After selecting OK, we’ll generate a new column where we can expand additional fields. In this case, we would choose EmpName, EmpDesignation, and EmpCountry, which will now integrate into the Sales dataset. Consequently, we’ll incorporate EmpName, EmpDesignation, and EmpCountry into the Sales table. With 78 out of 100 rows containing matching values, we will see populated values in the expanded columns. The 22 rows that don’t match remain in the final table but display as null.

Right Outer Join - Power BI

Power BI describes a Right Outer Join as “all from second, matching from first.” This operates as the inverse of the Left Outer Join, yielding every row from the Right table, along with only the matching rows from the Left table.

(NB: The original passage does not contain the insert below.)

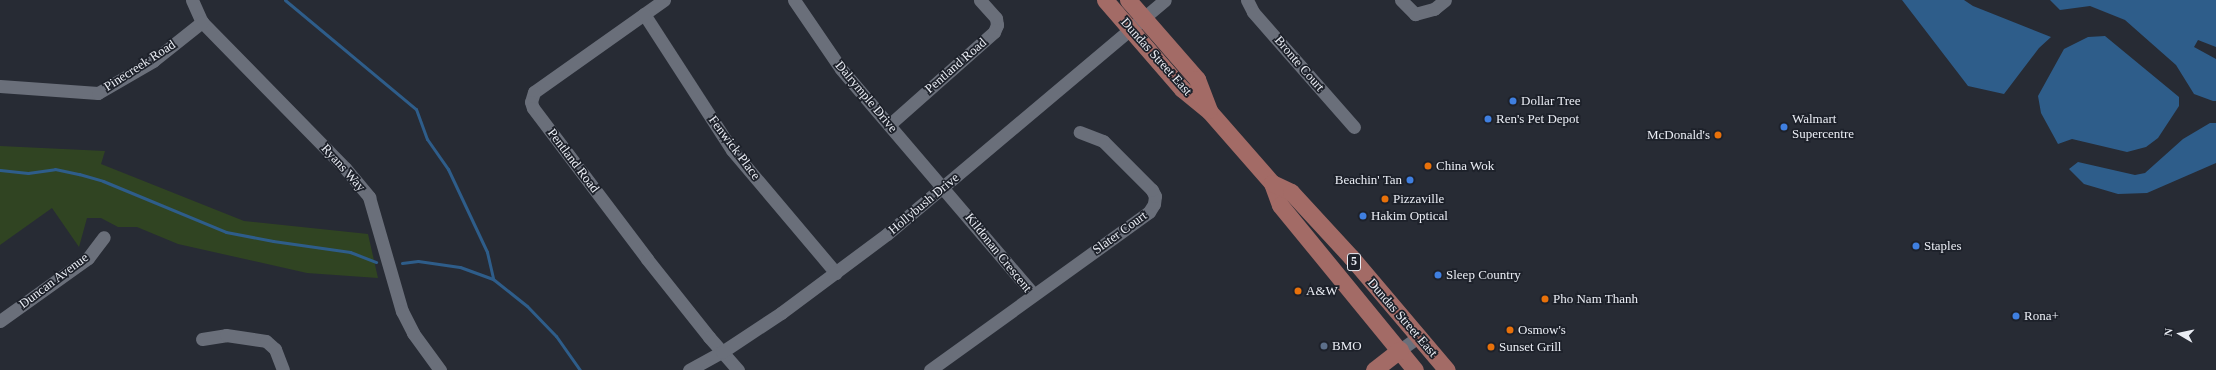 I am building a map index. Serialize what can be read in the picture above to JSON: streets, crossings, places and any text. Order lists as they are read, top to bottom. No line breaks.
{"streets":{"main road":["Dundas Street East","5"],"street":["Bronte Court","Pinecreek Road","Pentland Road","Dalrymple Drive","Fenwick Place","Ryans Way","Hollybush Drive","Slater Court","Kildonan Crescent","Duncan Avenue"]},"crossings":[["Dundas Street East","Hollybush Drive"],["Pinecreek Road","Ryans Way"],["Pentland Road","Dalrymple Drive"],["Pentland Road","Fenwick Place"],["Pentland Road","Hollybush Drive"],["Dalrymple Drive","Hollybush Drive"],["Dalrymple Drive","Kildonan Crescent"],["Fenwick Place","Hollybush Drive"],["Hollybush Drive","Kildonan Crescent"],["Slater Court","Kildonan Crescent"]],"places":["Dollar Tree","Ren's Pet Depot","Walmart Supercentre","McDonald's","China Wok","Beachin' Tan","Pizzaville","Hakim Optical","Staples","Sleep Country","A&W","Pho Nam Thanh","Rona+","Osmow's","BMO","Sunset Grill"],"north":"left"}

Let’s apply this merge type to the identical two tables. Merge the Sales table (Left) to the Employee table (Right) based on EmpID using a Right Outer Join. Notice how Power BI now reflects 78 rows out of 98 instead of the previous 78 out of 100. This adjustment occurs because we’re now considering the Employee table (Right) as our primary table. When we expand the rows, the results change accordingly.

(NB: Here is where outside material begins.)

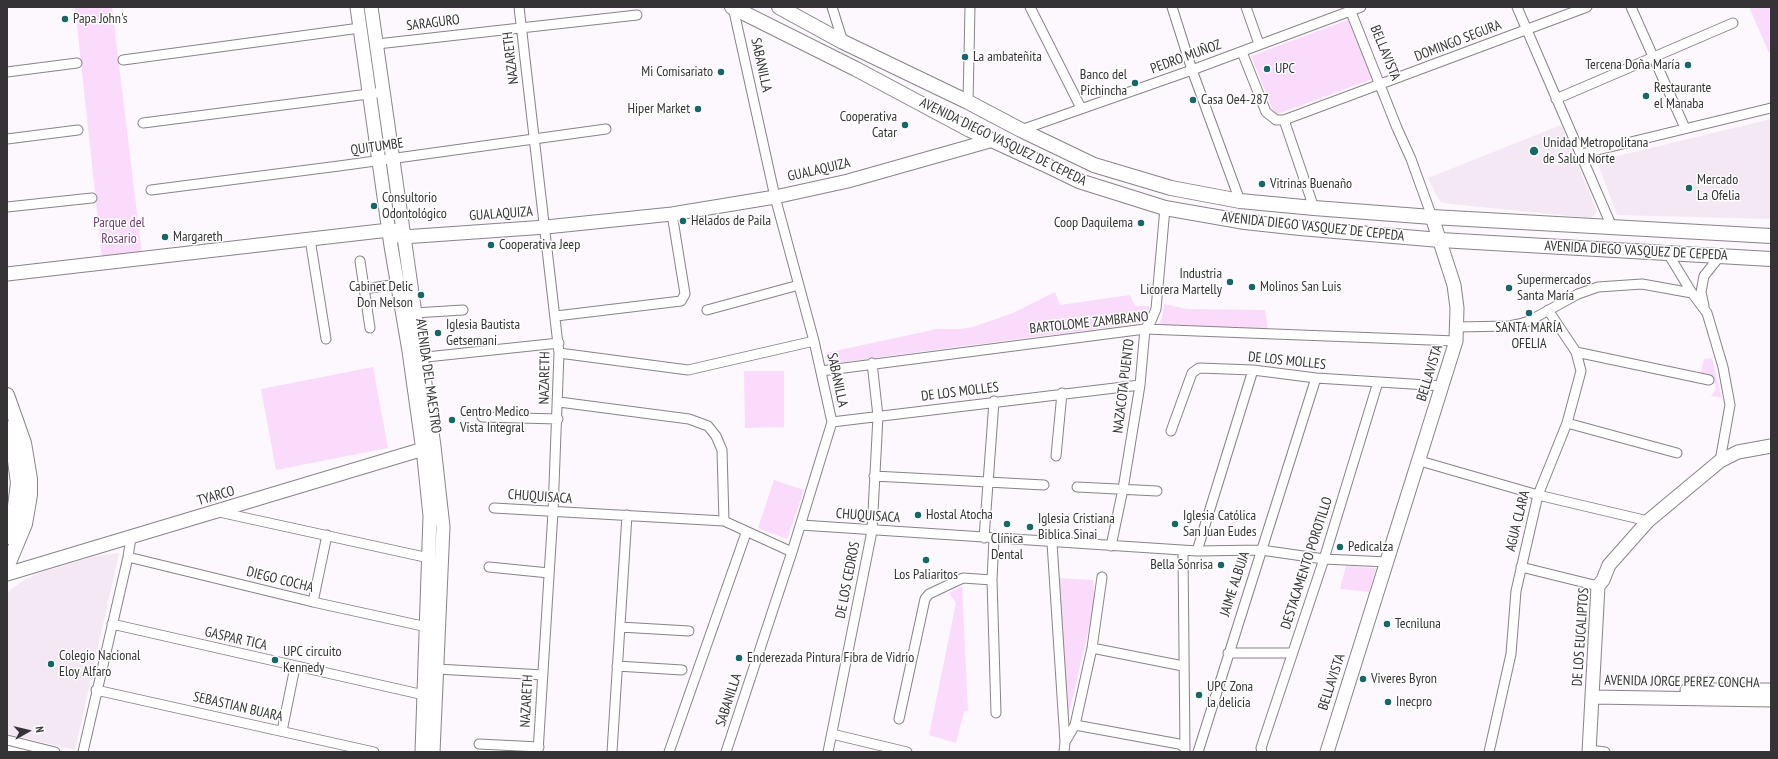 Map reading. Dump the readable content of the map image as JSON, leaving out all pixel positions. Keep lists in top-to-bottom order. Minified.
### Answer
{"streets":{"main road":["AVENIDA DIEGO VASQUEZ DE CEPEDA"],"street":["SARAGURO","DOMINGO SEGURA","BELLAVISTA","PEDRO MUÑOZ","NAZARETH","SABANILLA","QUITUMBE","GUALAQUIZA","BARTOLOME ZAMBRANO","DE LOS MOLLES","AVENIDA DEL MAESTRO","NAZACOTA PUENTO","TYARCO","CHUQUISACA","AGUA CLARA","DESTACAMENTO POROTILLO","DIEGO COCHA","DE LOS CEDROS","JAIME ALBUJA","DE LOS EUCALIPTOS","GASPAR TICA","AVENIDA JORGE PEREZ CONCHA","SEBASTIAN BUARA"]},"crossings":[["SARAGURO","NAZARETH"],["SARAGURO","AVENIDA DEL MAESTRO"],["DOMINGO SEGURA","BELLAVISTA"],["BELLAVISTA","PEDRO MUÑOZ"],["BELLAVISTA","AVENIDA DIEGO VASQUEZ DE CEPEDA"],["BELLAVISTA","BARTOLOME ZAMBRANO"],["BELLAVISTA","DE LOS MOLLES"],["BELLAVISTA","CHUQUISACA"],["PEDRO MUÑOZ","AVENIDA DIEGO VASQUEZ DE CEPEDA"],["NAZARETH","QUITUMBE"],["NAZARETH","GUALAQUIZA"],["NAZARETH","CHUQUISACA"],["SABANILLA","AVENIDA DIEGO VASQUEZ DE CEPEDA"],["SABANILLA","GUALAQUIZA"],["SABANILLA","BARTOLOME ZAMBRANO"],["SABANILLA","DE LOS MOLLES"],["SABANILLA","CHUQUISACA"],["AVENIDA DIEGO VASQUEZ DE CEPEDA","GUALAQUIZA"],["AVENIDA DIEGO VASQUEZ DE CEPEDA","NAZACOTA PUENTO"],["QUITUMBE","AVENIDA DEL MAESTRO"],["GUALAQUIZA","AVENIDA DEL MAESTRO"],["BARTOLOME ZAMBRANO","NAZACOTA PUENTO"],["BARTOLOME ZAMBRANO","DE LOS CEDROS"],["DE LOS MOLLES","NAZACOTA PUENTO"],["DE LOS MOLLES","DESTACAMENTO POROTILLO"],["DE LOS MOLLES","DE LOS CEDROS"],["DE LOS MOLLES","JAIME ALBUJA"],["AVENIDA DEL MAESTRO","TYARCO"],["AVENIDA DEL MAESTRO","DIEGO COCHA"],["AVENIDA DEL MAESTRO","GASPAR TICA"],["NAZACOTA PUENTO","CHUQUISACA"],["CHUQUISACA","DESTACAMENTO POROTILLO"],["CHUQUISACA","DE LOS CEDROS"],["CHUQUISACA","JAIME ALBUJA"],["DE LOS EUCALIPTOS","AVENIDA JORGE PEREZ CONCHA"]],"parks":["Parque del Rosario"],"places":["Papa John's","La ambateñita","Tercena Doña María","UPC","Mi Comisariato","Banco del Pichincha","Restaurante el Manaba","Casa Oe4-287","Hiper Market","Cooperativa Catar","Unidad Metropolitana de Salud Norte","Vitrinas Buenaño","Mercado La Ofelia","Consultorio Odontológico","Helados de Paila","Coop Daquilema","Margareth","Cooperativa Jeep","Industria Licorera Martelly","Molinos San Luis","Supermercados Santa María","Cabinet Delic Don Nelson","SANTA MARÍA OFELIA","Iglesia Bautista Getsemani","Centro Medico Vista Integral","Hostal Atocha","Clínica Dental","Iglesia Católica San Juan Eudes","Iglesia Cristiana Biblica Sinai","Pedicalza","Los Paliaritos","Bella Sonrisa","Tecniluna","Enderezada Pintura Fibra de Vidrio","UPC circuito Kennedy","Colegio Nacional Eloy Alfaro","Viveres Byron","UPC Zona la delicia","Inecpro"],"north":"right"}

Full Outer Join - Power BI

You can view a Full Outer Join as a blend of both Right and Left Outer joins. Power BI describes it as “all rows from both.” This join returns every row from both tables, including both matching and non-matching rows. This means that we can expect an increase in the total row count after the join.

As for the null values, we will witness all resulting nulls derived from the Right and Left Outer joins, combined together. Merging the Sales table (Left) with the Employee table (Right) on EmpID using a Full Outer Join yields the results shown in the screenshot. We see 78 from the Left table plus 78 from the Right table, with null values reflecting non-matching rows since a full outer join returns everything.

Inner Join - Power BI

Unlike Outer Join, which includes all rows, the Inner Join filters out nulls automatically. Imagine executing a Full Outer Join and then eliminating all resulting nulls-this aligns perfectly with the output of an Inner Join. Power BI defines a Full Inner Join as “only matching rows.”

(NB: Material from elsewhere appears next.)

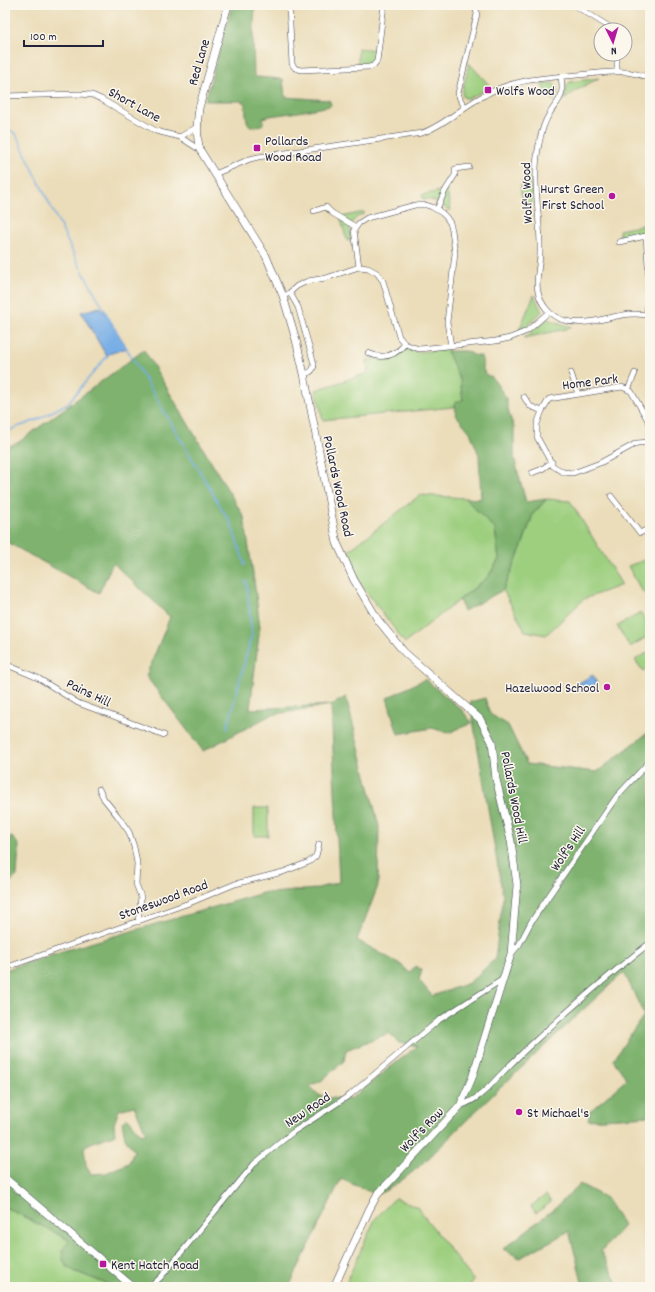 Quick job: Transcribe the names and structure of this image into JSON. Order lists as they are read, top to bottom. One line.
{"streets":{"street":["Red Lane","Short Lane","Wolf's Wood","Home Park","Pollards Wood Road","Pains Hill","Pollards Wood Hill","Wolf's Hill","Stoneswood Road","New Road","Wolf's Row"]},"crossings":[["Red Lane","Pollards Wood Road"],["Short Lane","Pollards Wood Road"],["Pollards Wood Road","Pollards Wood Hill"],["Pollards Wood Hill","Wolf's Hill"],["Pollards Wood Hill","New Road"],["Pollards Wood Hill","Wolf's Row"],["New Road","Wolf's Row"]],"places":{"transit":["Wolfs Wood","Pollards Wood Road","Kent Hatch Road"],"other":["Hurst Green First School","Hazelwood School","St Michael's"]},"scale_bar":"100 m","north":"bottom"}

This join exclusively returns rows that match between both tables, ensuring there are no null entries in the final result. Merging the Sales table (Left) with the Employee table (Right) on EmpID through Inner Join showcases no records with null values in the resultant dataset.

Left Anti Join - Power BI

Power BI interprets a Left Anti Join as “Rows only in first.” This join returns all rows from the Left table which do not have corresponding matches in the Right table.

When merging the Sales table (Left) to the Employee table (Right) on the basis of EmpID through a Left Anti Join, we gather the results reflected in the screenshot, which shows that 78 of 100 rows match from the Sales table, hence the remaining 22 rows are returned by this join.

Right Anti Join - Power BI

Power BI describes a Right Anti Join as “Rows only in second.” This join retrieves all rows from the Right table that lack matches in the Left table. Merging the Sales table (Left) and the Employee table (Right) using the full outer join shows 78 of 98 rows matching from the Sales dataset, meaning the remaining 20 rows will be captured by this join type.

Bonus: Fuzzy Merge - Power BI

Apart from standard value matching, Power BI allows for approximate matches through fuzzy merging. You can choose to match records with 50%, 70%, or even 90% similarity. Simply tick the box in the merge table dialog to enable fuzzy merge options.

Various configurations can be adjusted when utilizing fuzzy matching, including setting the Similarity Threshold, disregarding case, matching by combining text segments, and utilizing a transformation table.

For instance, consider two tables: a City Table and a Population Table. When merging these tables using a regular merge compared to fuzzy matching:

Normal merge output: This method only matches 2 records, ignoring Paris and New York due to their alternate spellings as Pari and New york in the Right table.

Fuzzy matching output: The fuzzy approach succeeds in recognizing these variations and returns 4 matching records.

Conclusion

I trust that this article has been helpful and engaging! Enjoy your journey of merging datasets!